Wednesday at Galeria Zé dos Bois (Rua da Barroca, 59)
Friday at ZDB 8 Marvila (Praça David Leandro da Silva, 2)

Film with three dancers, 1970, Ed Emshwiller
Self trio, 1976, Ed-Emshwiller
Thanatopsis, 1962, Ed Emshwiller
Totem, 1963, Ed Emshwiller
Dance Chromatic, 1959, Ed Emshwiller

Session #4 of the film cycle Free Radicals: dance experiences in experimental cinema programmed by Bárbara Janicas.

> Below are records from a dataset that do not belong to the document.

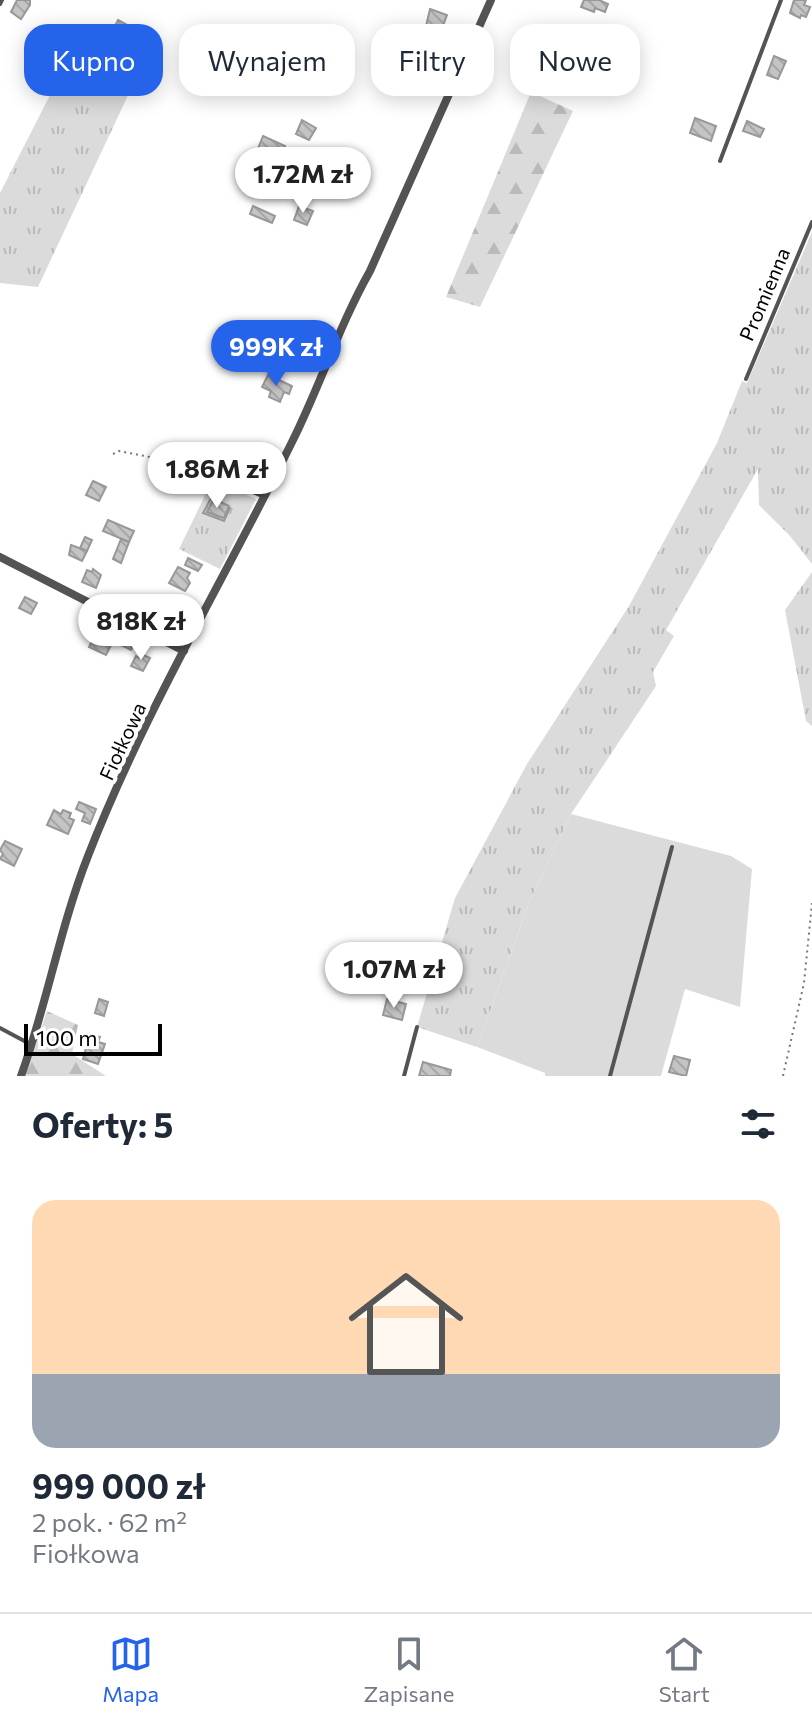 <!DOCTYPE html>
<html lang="pl">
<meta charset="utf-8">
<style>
:root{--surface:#fff;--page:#f2f2f3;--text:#1f2937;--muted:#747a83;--line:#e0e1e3;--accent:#2563eb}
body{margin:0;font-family:Commissioner,sans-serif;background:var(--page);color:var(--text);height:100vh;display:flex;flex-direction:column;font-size:30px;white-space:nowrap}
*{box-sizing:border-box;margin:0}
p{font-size:26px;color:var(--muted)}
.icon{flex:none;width:44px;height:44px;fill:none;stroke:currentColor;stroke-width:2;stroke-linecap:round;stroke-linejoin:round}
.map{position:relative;height:1076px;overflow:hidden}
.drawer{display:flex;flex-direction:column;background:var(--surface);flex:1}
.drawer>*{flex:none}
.hud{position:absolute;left:24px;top:24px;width:764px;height:72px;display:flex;gap:16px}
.scale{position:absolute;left:24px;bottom:20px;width:138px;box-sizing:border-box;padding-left:8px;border:4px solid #000;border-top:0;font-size:22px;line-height:28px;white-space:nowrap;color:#000;-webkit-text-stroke:6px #fff;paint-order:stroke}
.price{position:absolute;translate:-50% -68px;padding:0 18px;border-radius:28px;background:#fff;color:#222;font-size:26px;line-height:52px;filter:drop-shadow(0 2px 4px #0008)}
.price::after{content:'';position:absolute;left:50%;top:48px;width:24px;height:18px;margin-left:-12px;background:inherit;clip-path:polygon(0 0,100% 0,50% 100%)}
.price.selected{background:var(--accent);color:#fff}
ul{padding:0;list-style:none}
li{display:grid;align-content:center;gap:16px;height:424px;padding:0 32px}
li span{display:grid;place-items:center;height:248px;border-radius:24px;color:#555}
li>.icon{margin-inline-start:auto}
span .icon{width:144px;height:144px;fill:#fffc;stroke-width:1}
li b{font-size:34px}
h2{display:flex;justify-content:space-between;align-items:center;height:96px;padding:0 32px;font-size:34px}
.pill{padding:0 28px;border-radius:24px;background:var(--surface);box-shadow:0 4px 20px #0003;font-size:28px;line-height:72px}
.pill.selected{background:var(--accent);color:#fff}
.dock{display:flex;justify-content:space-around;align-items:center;height:112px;border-top:2px solid var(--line);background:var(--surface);font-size:22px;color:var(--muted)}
.dock a{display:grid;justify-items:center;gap:4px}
.dock .selected{color:var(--accent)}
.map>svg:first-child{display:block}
.grass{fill:url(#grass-tufts)}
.forest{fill:url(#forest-firs)}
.garden{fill:#dbdbdb}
.building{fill:url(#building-back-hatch);stroke:#989898;stroke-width:2}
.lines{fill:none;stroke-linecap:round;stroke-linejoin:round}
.path{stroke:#767676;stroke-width:2;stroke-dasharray:2 4;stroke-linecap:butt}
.service{stroke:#545454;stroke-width:4}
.minor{stroke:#545454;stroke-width:8}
.labels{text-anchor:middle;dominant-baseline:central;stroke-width:8;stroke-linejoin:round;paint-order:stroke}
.street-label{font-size:20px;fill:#000;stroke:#fff}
</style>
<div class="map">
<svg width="812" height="1076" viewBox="0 0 812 1076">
<defs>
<pattern id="grass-tufts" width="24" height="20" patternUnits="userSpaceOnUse" patternTransform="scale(2)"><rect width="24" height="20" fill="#dbdbdb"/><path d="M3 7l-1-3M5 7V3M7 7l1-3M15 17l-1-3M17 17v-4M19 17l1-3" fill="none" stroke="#bababa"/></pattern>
<pattern id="forest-firs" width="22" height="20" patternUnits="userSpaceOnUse" patternTransform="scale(2)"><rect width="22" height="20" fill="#dbdbdb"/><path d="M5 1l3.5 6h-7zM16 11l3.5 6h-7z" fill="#bababa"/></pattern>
<pattern id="building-back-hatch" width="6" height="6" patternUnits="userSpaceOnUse" patternTransform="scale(2)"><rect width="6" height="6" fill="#c4c4c4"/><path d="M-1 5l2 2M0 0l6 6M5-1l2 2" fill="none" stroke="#a7a7a7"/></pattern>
</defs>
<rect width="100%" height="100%" fill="#fff"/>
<g class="grass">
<path d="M69,58L131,89L38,287L0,283V193Z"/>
<path d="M812,232V564L790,536L759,505L758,469L666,630L674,636L653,672L656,686L571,814L529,903L477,1047L417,1027L455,898L527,764L629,606L717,443L742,381L747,383Z"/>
<path d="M213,479L256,499L220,569L179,549Z"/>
<path d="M812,572V726L806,721L785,610Z"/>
</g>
<g class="forest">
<path d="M531,92L573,111L480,307L446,297Z"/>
<path d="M47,1011L78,1025L72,1054L106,1076H25Z"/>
</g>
<path class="garden" d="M571,814L731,856L752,869L740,1007L685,989L661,1076H545V1073L477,1047L529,903Z"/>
<g class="building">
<path d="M17,0H30V5L21,19L11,12Z"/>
<path d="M584,0H599L608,4L605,12L595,8L594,12L581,7Z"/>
<path d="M794,0H806L804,5L810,7L806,17L801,15L800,18L790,13Z"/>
<path d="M430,9L447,15L439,36L431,34V29L426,26Z"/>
<path d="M118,20L129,26L119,51L105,45Z"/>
<path d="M434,54L447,60L435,85L422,79L423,76L418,74L427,57L432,59Z"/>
<path d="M774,56L786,61L778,79L767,75Z"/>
<path d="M695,118L716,126L711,141L690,133Z"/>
<path d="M302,120L316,128L309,140L296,134Z"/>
<path d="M747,121L764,129L760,137L743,131Z"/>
<path d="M263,136L285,146L275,166L299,176L294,191L284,187L280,196L253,183L265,155L257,151Z"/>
<path d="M253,206L275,216L272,223L250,214Z"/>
<path d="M299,206L313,211L307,225L294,220Z"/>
<path d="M268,375L292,386L289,394L284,392L280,402L269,397L271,391L262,387Z"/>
<path d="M93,481L106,487L99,501L86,495Z"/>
<path d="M211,498L230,508L224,521L203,513Z"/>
<path d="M214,499L229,506L224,518L207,512Z"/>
<path d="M108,520L134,531L129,542L103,531Z"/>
<path d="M85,537L92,540L87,551L80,548Z"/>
<path d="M121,539L129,542L121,563L113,559Z"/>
<path d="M71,545L87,551L82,561L69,555Z"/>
<path d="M188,558L202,565L198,571L185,565Z"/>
<path d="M178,567L190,573L187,578L190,583L185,591L169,583Z"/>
<path d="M93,569L101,575L96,588L82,582L87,570L92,572Z"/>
<path d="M25,597L37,603L31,614L19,608Z"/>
<path d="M95,634L111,645L106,655L89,647Z"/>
<path d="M123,637L135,642L131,650L119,644Z"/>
<path d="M141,654L150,658L143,671L131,666L136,656L139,658Z"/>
<path d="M79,802L96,809L90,824L82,821L85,813L76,809Z"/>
<path d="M54,810L61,814L63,810L71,813L69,818L74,820L68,834L47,825Z"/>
<path d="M5,841L22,849L14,866L0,859L3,854L0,850Z"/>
<path d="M99,999L108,1002L104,1016L95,1013Z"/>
<path d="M387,999L406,1004L402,1020L383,1015Z"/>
<path d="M90,1034L100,1037L98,1042L105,1044L98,1064L83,1059Z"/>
<path d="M674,1056L690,1060L686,1076L669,1072Z"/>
<path d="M423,1062L451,1070L450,1076H419Z"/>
</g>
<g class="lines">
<g class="path">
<path d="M113,454L119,451L165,460"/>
<path d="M783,1076L804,983L812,903"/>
</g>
<g class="service">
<path d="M0,4L2,0"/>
<path d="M720,161L781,0"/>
<path d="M746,379L812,222"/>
<path d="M171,461L216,475L264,497"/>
<path d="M0,1028L30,1044"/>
<path d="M404,1076L417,1027"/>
<path d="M610,1076L672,847"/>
</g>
<g class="minor">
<path d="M0,557L184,651"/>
<path d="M21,1076C47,1004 60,927 88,856C144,712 224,580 292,442C320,386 339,326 370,271L491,0"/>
</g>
</g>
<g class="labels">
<g class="street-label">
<text transform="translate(764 294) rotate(-67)">Promienna</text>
<text transform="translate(122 741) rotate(-65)">Fiołkowa</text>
</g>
</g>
</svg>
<div class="scale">100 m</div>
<b class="price" style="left:303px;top:215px">1.72M zł</b>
<b class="price selected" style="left:276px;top:388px">999K zł</b>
<b class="price" style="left:217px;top:510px">1.86M zł</b>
<b class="price" style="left:141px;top:662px">818K zł</b>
<b class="price" style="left:394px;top:1010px">1.07M zł</b>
<div class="hud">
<a class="pill selected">Kupno</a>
<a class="pill">Wynajem</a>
<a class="pill">Filtry</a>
<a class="pill">Nowe</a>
</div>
</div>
<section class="drawer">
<h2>Oferty: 5<svg class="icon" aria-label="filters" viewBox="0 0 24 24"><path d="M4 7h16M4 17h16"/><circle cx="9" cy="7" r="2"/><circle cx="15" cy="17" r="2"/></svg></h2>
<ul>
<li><span style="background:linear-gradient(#ffd9b3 70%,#9aa5b1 0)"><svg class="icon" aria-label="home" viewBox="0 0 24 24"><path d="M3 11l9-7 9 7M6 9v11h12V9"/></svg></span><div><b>999 000 zł</b><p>2 pok. · 62 m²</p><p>Fiołkowa</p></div></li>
</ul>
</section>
<nav class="dock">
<a class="selected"><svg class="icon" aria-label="map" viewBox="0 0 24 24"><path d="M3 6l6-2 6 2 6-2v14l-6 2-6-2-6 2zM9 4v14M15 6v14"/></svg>Mapa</a>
<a><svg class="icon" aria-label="saved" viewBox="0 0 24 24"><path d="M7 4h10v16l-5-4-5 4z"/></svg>Zapisane</a>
<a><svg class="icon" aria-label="home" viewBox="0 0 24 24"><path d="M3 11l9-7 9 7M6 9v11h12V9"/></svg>Start</a>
</nav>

All the sessions of the cycle take place on Wednesdays at 7pm at ZDB and are repeated on Fridays of the same week at 10pm at ZDB 8 Marvila.

Dance Chromatic
Ed Emshwiller, 1959
Digital, color, sound, 7min

“As a painter, I think that cinema, with its temporal dimensions, offers a much broader palette of expression than painting. The ability to resort to chance, [to work on] sequence and rhythm allows us to achieve intensities that are not possible in static work. I believe that the human figure moving through the forms of dance has a special meaning, a universal attraction, which makes dance a particularly powerful visual art.”
– Ed Emshwiller

Ed Emshwiller, 1962
Digital, b&w, sound (optic), 5min

“Dancer Becky Arnold’s poses create flashes and vibrations in the image juxtaposed with Mac Emshwiller’s still face. An experimental film that describes and produces a state of anxiety. The heartbeats and creaks of the saw used in the soundtrack contribute to the intensity of the effect.”
– Ed Emshwiller

Ed Emshwiller, 1963
Digital, color, sound (optic), 16min

“Primordial mysteries, earth, fire, water, rituals and community ties. The dancers are seen at first as motifs in a frieze; then as strange, subterranean, headless creatures; finally as random beings that appear and disappear (…). The dancers form highly textural patterns of mirror images, culminating in a series of kaleidoscopic implosions.”
– Ed Emshwiller

Film with three dancers
Ed Emshwiller, 1970
Digital, color, sound, 21min

Film with three dancers covers a lot of ground in that it seeks to capture and convey the energy and emotion that the dancers have to tap into in order to perform their work, how much of their ‘self’ is made up of a ‘real’ persona and a ‘theatrical’ persona. In the final sequences, the dancers’ bodies, clothed or naked, merge and evolve through multiple exposures, as the camera captures the topography of the body as a stage for motion and emotion.”
– Jenelle Porter

Self trio
Ed Emshwiller, 1976
Digital, color, sound, 8min

“Our work together was a mutual collaboration. He [Ed Emshwiller] would draw ideas from our improvisations and often ask us to modify certain sections. We would enter wholeheartedly into the world of Ed’s visions and work for hours to try to fit into the frame of his gaze (…). Ed Emshwiller was a mentor to us, as was Alwin Nikolais; they both shared the audacity to invent new forms of expression.”